In the example of previous networks (GANCS), the high-frequency part of the reconstructed image is less efficiently restored, which may explain the blurring and the loss of details.

Figure 2. The structure of the network. The input of the network is the fully-sampled images, either complex-valued or real-valued. The generator is a deep ResNet for image translation.^{1} The generated images and the fully-sampled images are classified by the discriminator in both the image domain and the frequency domain.

Table 1. The quantitative comparison of different methods.
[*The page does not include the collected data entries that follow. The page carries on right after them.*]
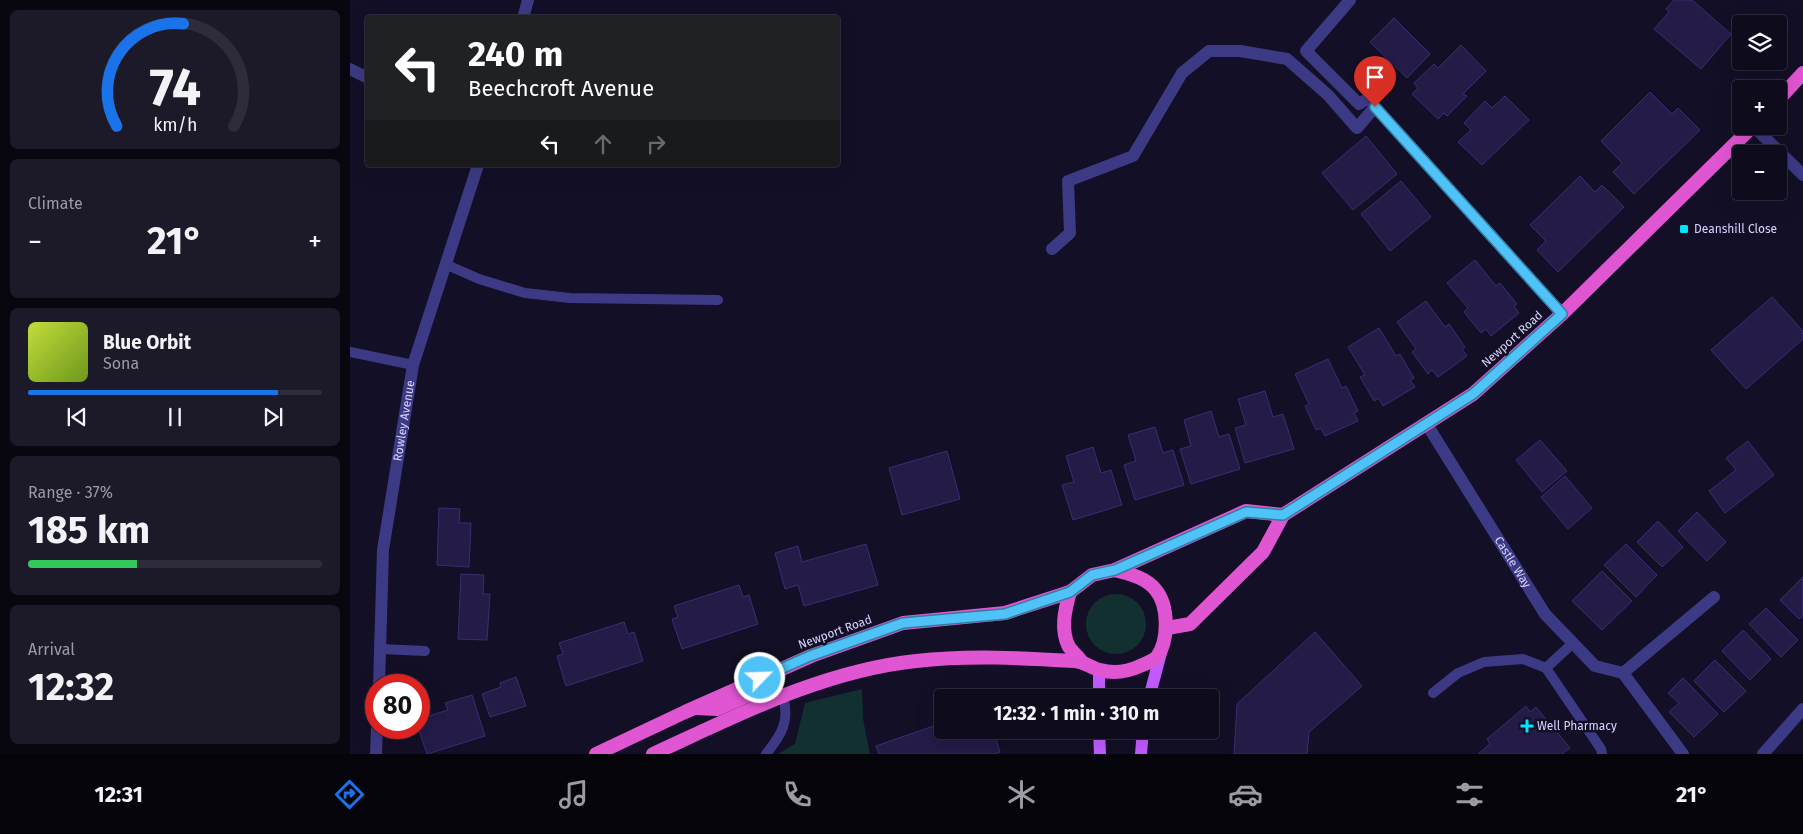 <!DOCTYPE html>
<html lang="en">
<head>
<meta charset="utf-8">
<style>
	body { margin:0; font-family:"Fira Sans",sans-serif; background:#1c1929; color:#f1f3f6; height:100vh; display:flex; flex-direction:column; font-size:19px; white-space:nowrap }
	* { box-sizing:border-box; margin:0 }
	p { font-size:16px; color:#9b9ba3 }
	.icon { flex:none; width:28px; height:28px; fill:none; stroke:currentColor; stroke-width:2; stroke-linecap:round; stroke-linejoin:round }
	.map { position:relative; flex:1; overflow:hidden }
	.sheet { display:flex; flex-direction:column; gap:10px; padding:10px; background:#08060f; width:350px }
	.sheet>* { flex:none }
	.banner { position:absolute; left:15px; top:15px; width:475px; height:152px; border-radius:5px; box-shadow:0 5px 20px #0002,0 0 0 1px #2e2b3b; background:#202124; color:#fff; overflow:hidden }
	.controls { position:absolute; left:1382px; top:15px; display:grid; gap:10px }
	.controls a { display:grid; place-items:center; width:55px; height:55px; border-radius:5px; background:#0e0b1c; box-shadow:0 5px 20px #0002,0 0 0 1px #2e2b3b; font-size:25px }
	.speed { position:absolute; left:15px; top:674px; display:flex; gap:10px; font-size:25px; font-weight:700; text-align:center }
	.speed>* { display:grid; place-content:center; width:65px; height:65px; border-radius:50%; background:#0e0b1c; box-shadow:0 5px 20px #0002,0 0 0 1px #2e2b3b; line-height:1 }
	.speed .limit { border:8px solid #d22; background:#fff; color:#111 }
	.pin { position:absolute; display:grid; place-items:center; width:42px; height:42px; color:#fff; margin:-51px -21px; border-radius:50% 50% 50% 0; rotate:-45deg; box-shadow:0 0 5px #0007 }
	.pin .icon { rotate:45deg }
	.me { position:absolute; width:55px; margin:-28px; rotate:66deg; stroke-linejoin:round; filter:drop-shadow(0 0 4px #0008) }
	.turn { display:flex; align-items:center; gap:18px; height:105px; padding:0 20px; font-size:22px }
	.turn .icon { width:65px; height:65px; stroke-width:2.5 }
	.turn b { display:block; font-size:35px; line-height:42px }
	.lanes { display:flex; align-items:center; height:48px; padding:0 20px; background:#0003; justify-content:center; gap:25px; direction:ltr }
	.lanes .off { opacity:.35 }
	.big { font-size:38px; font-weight:700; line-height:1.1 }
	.sheet .tile { flex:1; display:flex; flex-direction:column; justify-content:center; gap:8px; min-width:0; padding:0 18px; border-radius:8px; background:#1c1929 }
	.sheet .dial { align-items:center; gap:0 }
	.dial svg { height:130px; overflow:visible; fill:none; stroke:#2e2b3b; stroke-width:7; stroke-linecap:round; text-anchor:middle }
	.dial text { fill:#f1f3f6; stroke:none }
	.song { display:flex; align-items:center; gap:15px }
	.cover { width:60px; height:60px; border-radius:8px; background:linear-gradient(135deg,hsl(70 70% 55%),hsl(80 70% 35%)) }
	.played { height:5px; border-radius:2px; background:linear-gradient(90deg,#1a73e8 85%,#2e2b3b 85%) }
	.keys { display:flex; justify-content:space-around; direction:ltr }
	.heat { display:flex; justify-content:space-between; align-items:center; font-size:28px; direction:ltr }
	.charge { height:8px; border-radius:4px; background:linear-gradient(90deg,#34c759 37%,#2e2b3b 0) }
	.trip { position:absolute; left:584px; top:689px; width:285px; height:50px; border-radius:5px; background:#0e0b1c; box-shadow:0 5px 20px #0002,0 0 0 1px #2e2b3b; font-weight:700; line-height:50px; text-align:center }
	.tab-bar { display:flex; height:80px; justify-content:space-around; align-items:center; background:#06040b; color:#9b9ba3 }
	.tab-bar .icon { width:35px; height:35px }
	.tab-bar .active { color:#1a73e8 }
	.tab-bar b { font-size:22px; color:#f1f3f6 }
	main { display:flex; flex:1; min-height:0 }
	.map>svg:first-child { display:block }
</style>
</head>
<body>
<main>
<section class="sheet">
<div class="tile dial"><svg viewBox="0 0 100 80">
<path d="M14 69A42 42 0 1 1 86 69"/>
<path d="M14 69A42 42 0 0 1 55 6" stroke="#1a73e8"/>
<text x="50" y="56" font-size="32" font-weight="700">74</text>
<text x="50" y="72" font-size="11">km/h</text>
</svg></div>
<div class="tile"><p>Climate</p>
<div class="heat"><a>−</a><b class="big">21°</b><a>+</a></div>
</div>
<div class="tile">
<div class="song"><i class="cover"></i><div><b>Blue Orbit</b><p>Sona</p></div></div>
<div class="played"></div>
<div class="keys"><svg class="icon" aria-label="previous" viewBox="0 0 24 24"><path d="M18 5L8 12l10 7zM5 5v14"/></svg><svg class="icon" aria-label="pause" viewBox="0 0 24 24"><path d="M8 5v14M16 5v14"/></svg><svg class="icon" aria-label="next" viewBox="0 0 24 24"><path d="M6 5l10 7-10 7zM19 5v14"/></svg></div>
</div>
<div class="tile"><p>Range · 37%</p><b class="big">185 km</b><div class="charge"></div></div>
<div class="tile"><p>Arrival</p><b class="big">12:32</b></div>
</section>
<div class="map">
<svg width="1453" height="754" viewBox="0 0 1453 754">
	<rect width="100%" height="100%" fill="#130f26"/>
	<g fill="#12302f">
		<circle cx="766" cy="624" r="30"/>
		<polygon points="512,689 513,719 520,754 428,754 445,744 455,703"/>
	</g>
	<g fill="#241b47" stroke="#3b2d73">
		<polygon points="1324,0 1342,0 1381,34 1351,69 1304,29 1319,12 1316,9"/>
		<polygon points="1044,18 1080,54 1057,78 1020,42"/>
		<polygon points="1111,45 1136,71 1113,94 1117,96 1097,116 1094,113 1088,119 1062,94 1068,88 1064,83 1084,64 1088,68"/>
		<polygon points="1300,92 1322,114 1328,108 1350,130 1284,194 1263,172 1272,163 1251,141"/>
		<polygon points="1155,96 1179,120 1132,165 1108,142 1121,130 1114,123 1135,101 1142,108"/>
		<polygon points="1016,136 1047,174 1003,210 972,173"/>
		<polygon points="1230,176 1245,192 1252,185 1274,207 1208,272 1187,250 1196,241 1180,225"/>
		<polygon points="1051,181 1081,217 1040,251 1011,214"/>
		<polygon points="1125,260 1146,286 1150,283 1167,304 1164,306 1169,313 1141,336 1136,329 1131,333 1114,312 1118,308 1097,283"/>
		<polygon points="1422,297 1453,331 1453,339 1396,389 1361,350"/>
		<polygon points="1076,301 1095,327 1099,324 1115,347 1112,349 1117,356 1088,377 1082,370 1078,374 1062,352 1066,349 1047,322"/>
		<polygon points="1029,328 1046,356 1050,354 1064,378 1060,380 1065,387 1033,406 1029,398 1024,401 1010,377 1015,375 998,347"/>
		<polygon points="978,359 992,388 996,386 1008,411 1004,413 1008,421 975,436 971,428 966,430 955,406 959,404 945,374"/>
		<polygon points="915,391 923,417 933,414 944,449 895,463 885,428 896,425 888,399"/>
		<polygon points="861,411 869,437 879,434 890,469 841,484 830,449 841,446 834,420"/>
		<polygon points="805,427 813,453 823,450 834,485 785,500 774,465 786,461 778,435"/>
		<polygon points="1190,440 1217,471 1192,492 1166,460"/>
		<polygon points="1398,441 1424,475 1375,513 1359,491 1386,470 1376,458"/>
		<polygon points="743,447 751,473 761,470 772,505 723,520 712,485 724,482 716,456"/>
		<polygon points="597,451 610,499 552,515 539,468"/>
		<polygon points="1215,476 1242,508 1218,529 1191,497"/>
		<polygon points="89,508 110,509 109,523 121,523 119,567 87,565"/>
		<polygon points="1347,512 1376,542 1357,561 1328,531"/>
		<polygon points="1308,521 1333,547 1312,567 1287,542"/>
		<polygon points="516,544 528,585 454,606 448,585 435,589 425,553 448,546 452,562"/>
		<polygon points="1276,544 1307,575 1286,597 1254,565"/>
		<polygon points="1252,571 1282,601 1252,630 1222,601"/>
		<polygon points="111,574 134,575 133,594 140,594 137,640 108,639"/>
		<polygon points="1453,577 1453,616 1449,619 1430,600"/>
		<polygon points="389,585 393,597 399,595 408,624 332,649 322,619 328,617 324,606"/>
		<polygon points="1416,608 1448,640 1431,657 1399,624"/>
		<polygon points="274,622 278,634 284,632 293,661 216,686 207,656 213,654 209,643"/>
		<polygon points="1393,630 1421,659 1400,680 1372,651"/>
		<polygon points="965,632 1012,686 959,732 957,754 884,754 887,704"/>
		<polygon points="1365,660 1396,691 1374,712 1344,681"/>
		<polygon points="166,677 176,706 140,717 132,694 151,687 150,683"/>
		<polygon points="1333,678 1368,714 1344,737 1319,712 1329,703 1318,693"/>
		<polygon points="122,695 135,736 77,754 68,728 69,719 98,710 95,703"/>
		<polygon points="1176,706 1180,712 1186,707 1220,748 1212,754 1128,754 1140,744 1137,739"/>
		<polygon points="592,723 592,730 629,730 630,734 643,730 650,752 645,754 529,754 526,746"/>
	</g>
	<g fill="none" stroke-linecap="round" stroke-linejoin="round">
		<g stroke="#3d3a85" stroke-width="10">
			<polyline points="95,264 129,279 175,293 220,298 368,300"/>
			<polyline points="0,352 63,365"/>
			<polyline points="31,649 75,651"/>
			<polyline points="1196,668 1223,643"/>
			<polyline points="1083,693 1108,673 1134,662 1173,659 1196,668 1251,749 1252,754"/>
			<path d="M416,754C432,734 440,721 433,696"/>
		</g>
		<g stroke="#3d3a85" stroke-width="12">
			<polyline points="1000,0 956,51 1009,104 1020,97 1025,107 1212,314"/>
			<polyline points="173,18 178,0"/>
			<polyline points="0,69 18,78"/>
			<polyline points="1403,126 1453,175"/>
			<polyline points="702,249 720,233 718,181 783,156 832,73 859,51 890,51 937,59 978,95 1007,128 1025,107"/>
			<path id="s1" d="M1076,423L1195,614L1245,666L1273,673L1364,597"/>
			<polyline points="1273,673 1333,754"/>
			<path id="s2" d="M29,685L33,550L63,365L128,165"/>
			<polyline points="26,754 27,728"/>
			<polyline points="1413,754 1453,709"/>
		</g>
		<g stroke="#c25bff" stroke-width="12">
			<polyline points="749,670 749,698"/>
			<polyline points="799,698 812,649"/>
			<polyline points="749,730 750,754"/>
			<polyline points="791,754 793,730"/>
		</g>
		<g stroke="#e055d1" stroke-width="14">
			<polyline points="1429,99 1453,73"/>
			<path d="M720,592C715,609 710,630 719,647C723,652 728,657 732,662"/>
			<polyline points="817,628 840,624 913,552 933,515 1123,394 1212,314 1403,126"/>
			<polyline points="346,708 367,709 410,690 433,696"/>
			<polyline points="246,754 335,712 461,656 553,623 655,613 720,592 742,575 765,570 896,511 933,515"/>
			<path d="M303,754C388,715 472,671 566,661C619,655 672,658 725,661C735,662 741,668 750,670C764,674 777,672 790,666C795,664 803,661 807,657C819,640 819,605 805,589C795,577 779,574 765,570"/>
		</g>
	</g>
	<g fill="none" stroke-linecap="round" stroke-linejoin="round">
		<defs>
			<polyline id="route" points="410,678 460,656 553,623 655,614 720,592 742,575 765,570 896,512 933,515 1123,394 1212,314 1025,107"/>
		</defs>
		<use href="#route" stroke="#337fa1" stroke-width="12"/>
		<use href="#route" stroke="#4fc3f7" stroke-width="9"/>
	</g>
	<g fill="#00e5ff" stroke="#130f26" stroke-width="2">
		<rect x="1329" y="224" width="10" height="10" rx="2.5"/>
		<path d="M1174.5 718.5h5v5h5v5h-5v5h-5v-5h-5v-5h5z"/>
	</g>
	<g text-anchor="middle" stroke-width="5" stroke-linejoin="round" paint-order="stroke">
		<g font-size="12" fill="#d9d4ff" stroke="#130f26" text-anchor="start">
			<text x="1344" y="233">Deanshill Close</text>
			<text x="1187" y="730">Well Pharmacy</text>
		</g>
		<g font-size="12" fill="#d9d4ff" stroke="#130f26">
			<text transform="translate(1162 339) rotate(-42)" y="4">Newport Road</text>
			<text dy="4" stroke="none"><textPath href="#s2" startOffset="266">Rowley Avenue</textPath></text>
			<text dy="4" stroke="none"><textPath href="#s1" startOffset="164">Castle Way</textPath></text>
			<text transform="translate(485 632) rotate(-20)" y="4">Newport Road</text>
		</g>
	</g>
</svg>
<div class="controls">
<a><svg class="icon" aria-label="layers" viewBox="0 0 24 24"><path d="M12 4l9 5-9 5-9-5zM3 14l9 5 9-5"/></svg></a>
<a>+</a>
<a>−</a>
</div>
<div class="speed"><div class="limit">80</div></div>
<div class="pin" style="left:1025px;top:107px;background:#d93025"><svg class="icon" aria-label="arrive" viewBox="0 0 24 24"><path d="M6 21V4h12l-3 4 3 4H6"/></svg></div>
<svg class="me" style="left:410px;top:678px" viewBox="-20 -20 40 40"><circle r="17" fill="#4fc3f7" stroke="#fff" stroke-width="3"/><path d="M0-11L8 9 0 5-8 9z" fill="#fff"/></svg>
<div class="trip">12:32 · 1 min · 310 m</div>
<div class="banner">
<div class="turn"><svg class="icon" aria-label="left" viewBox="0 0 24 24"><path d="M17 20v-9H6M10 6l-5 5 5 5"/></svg><div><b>240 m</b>Beechcroft Avenue</div></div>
<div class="lanes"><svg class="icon" aria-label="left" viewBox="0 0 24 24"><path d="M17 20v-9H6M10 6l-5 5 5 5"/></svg><svg class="icon off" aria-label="ahead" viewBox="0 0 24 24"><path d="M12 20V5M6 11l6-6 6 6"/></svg><svg class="icon off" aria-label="right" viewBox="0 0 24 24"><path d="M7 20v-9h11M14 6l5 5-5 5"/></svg></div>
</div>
</div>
</main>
<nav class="tab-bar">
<b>12:31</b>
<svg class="icon active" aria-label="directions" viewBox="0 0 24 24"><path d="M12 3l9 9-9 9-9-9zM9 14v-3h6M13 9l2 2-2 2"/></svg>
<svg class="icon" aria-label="music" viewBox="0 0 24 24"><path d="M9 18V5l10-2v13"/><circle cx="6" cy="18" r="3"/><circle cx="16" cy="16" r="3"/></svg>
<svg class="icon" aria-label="phone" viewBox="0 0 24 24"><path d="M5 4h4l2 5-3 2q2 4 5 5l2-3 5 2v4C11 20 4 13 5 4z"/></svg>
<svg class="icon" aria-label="climate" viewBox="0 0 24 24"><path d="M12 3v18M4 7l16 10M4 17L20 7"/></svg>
<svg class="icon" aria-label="car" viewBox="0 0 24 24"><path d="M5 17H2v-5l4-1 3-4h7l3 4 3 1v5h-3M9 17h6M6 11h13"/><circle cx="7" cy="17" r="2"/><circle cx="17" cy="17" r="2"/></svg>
<svg class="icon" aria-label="filters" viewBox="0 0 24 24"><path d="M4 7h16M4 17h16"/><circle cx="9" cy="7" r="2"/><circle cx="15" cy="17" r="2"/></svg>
<b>21°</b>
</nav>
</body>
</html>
A deep generator (w/o GAN), a generative adversarial model on the image domain (I GAN) and the proposed model (I+K GAN) were implemented. The Structural Similarity Index (SSIM) and Peak SNR (PSNR) are selected as the metrics. The improvement of the proposed method is significant at the p<0.05 level using the paired t-test.

Figure 3. An example of the MDME dataset. Small anatomical features like vessels are restored with better fidelity by the proposed method (I+K GAN), and the least hallucinations are introduced. In the k-space (in the logarithmic scale) of the reconstructed images, the proposed method interpolates the k-space more evenly and the high-frequency information is more efficiently restored.

Figure 4. An example from the HCP dataset. The proposed method restores the structure with better fidelity and sharpness.